[Directions for this task]
Could you print all of the data below again, exactly?

(The data begins)

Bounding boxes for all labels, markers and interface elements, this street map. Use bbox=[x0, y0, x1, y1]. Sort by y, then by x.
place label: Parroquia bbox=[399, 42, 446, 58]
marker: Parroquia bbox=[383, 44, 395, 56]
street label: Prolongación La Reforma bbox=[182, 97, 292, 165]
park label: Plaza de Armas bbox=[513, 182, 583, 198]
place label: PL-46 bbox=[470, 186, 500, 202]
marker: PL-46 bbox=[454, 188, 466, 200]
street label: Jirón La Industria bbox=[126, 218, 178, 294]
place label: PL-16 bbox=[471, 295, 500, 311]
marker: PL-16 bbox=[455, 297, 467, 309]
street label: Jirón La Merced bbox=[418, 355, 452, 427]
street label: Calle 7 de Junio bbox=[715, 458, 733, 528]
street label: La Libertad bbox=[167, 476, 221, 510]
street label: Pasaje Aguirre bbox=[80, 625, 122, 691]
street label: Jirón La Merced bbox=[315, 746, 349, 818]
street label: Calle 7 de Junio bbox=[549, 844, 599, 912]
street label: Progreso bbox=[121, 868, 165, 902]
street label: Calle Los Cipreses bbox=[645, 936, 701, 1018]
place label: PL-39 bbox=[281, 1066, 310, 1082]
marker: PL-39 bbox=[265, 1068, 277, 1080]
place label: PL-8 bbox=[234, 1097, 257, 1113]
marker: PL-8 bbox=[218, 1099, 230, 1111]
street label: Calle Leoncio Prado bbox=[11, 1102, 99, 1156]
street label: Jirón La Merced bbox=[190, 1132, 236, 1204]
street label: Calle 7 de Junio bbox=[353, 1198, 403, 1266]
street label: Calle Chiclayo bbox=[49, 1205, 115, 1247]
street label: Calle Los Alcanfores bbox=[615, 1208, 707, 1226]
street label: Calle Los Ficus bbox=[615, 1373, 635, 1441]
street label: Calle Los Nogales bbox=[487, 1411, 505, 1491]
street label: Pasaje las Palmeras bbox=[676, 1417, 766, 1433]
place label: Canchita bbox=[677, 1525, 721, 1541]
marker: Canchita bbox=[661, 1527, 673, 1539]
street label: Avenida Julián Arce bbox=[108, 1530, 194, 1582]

(The data ends)

[Solution]
Bounding boxes for all labels, markers and interface elements, this street map. Use bbox=[x0, y0, x1, y1]. Sort by y, then by x.
place label: Parroquia bbox=[399, 42, 446, 58]
marker: Parroquia bbox=[383, 44, 395, 56]
street label: Prolongación La Reforma bbox=[182, 97, 292, 165]
park label: Plaza de Armas bbox=[513, 182, 583, 198]
place label: PL-46 bbox=[470, 186, 500, 202]
marker: PL-46 bbox=[454, 188, 466, 200]
street label: Jirón La Industria bbox=[126, 218, 178, 294]
place label: PL-16 bbox=[471, 295, 500, 311]
marker: PL-16 bbox=[455, 297, 467, 309]
street label: Jirón La Merced bbox=[418, 355, 452, 427]
street label: Calle 7 de Junio bbox=[715, 458, 733, 528]
street label: La Libertad bbox=[167, 476, 221, 510]
street label: Pasaje Aguirre bbox=[80, 625, 122, 691]
street label: Jirón La Merced bbox=[315, 746, 349, 818]
street label: Calle 7 de Junio bbox=[549, 844, 599, 912]
street label: Progreso bbox=[121, 868, 165, 902]
street label: Calle Los Cipreses bbox=[645, 936, 701, 1018]
place label: PL-39 bbox=[281, 1066, 310, 1082]
marker: PL-39 bbox=[265, 1068, 277, 1080]
place label: PL-8 bbox=[234, 1097, 257, 1113]
marker: PL-8 bbox=[218, 1099, 230, 1111]
street label: Calle Leoncio Prado bbox=[11, 1102, 99, 1156]
street label: Jirón La Merced bbox=[190, 1132, 236, 1204]
street label: Calle 7 de Junio bbox=[353, 1198, 403, 1266]
street label: Calle Chiclayo bbox=[49, 1205, 115, 1247]
street label: Calle Los Alcanfores bbox=[615, 1208, 707, 1226]
street label: Calle Los Ficus bbox=[615, 1373, 635, 1441]
street label: Calle Los Nogales bbox=[487, 1411, 505, 1491]
street label: Pasaje las Palmeras bbox=[676, 1417, 766, 1433]
place label: Canchita bbox=[677, 1525, 721, 1541]
marker: Canchita bbox=[661, 1527, 673, 1539]
street label: Avenida Julián Arce bbox=[108, 1530, 194, 1582]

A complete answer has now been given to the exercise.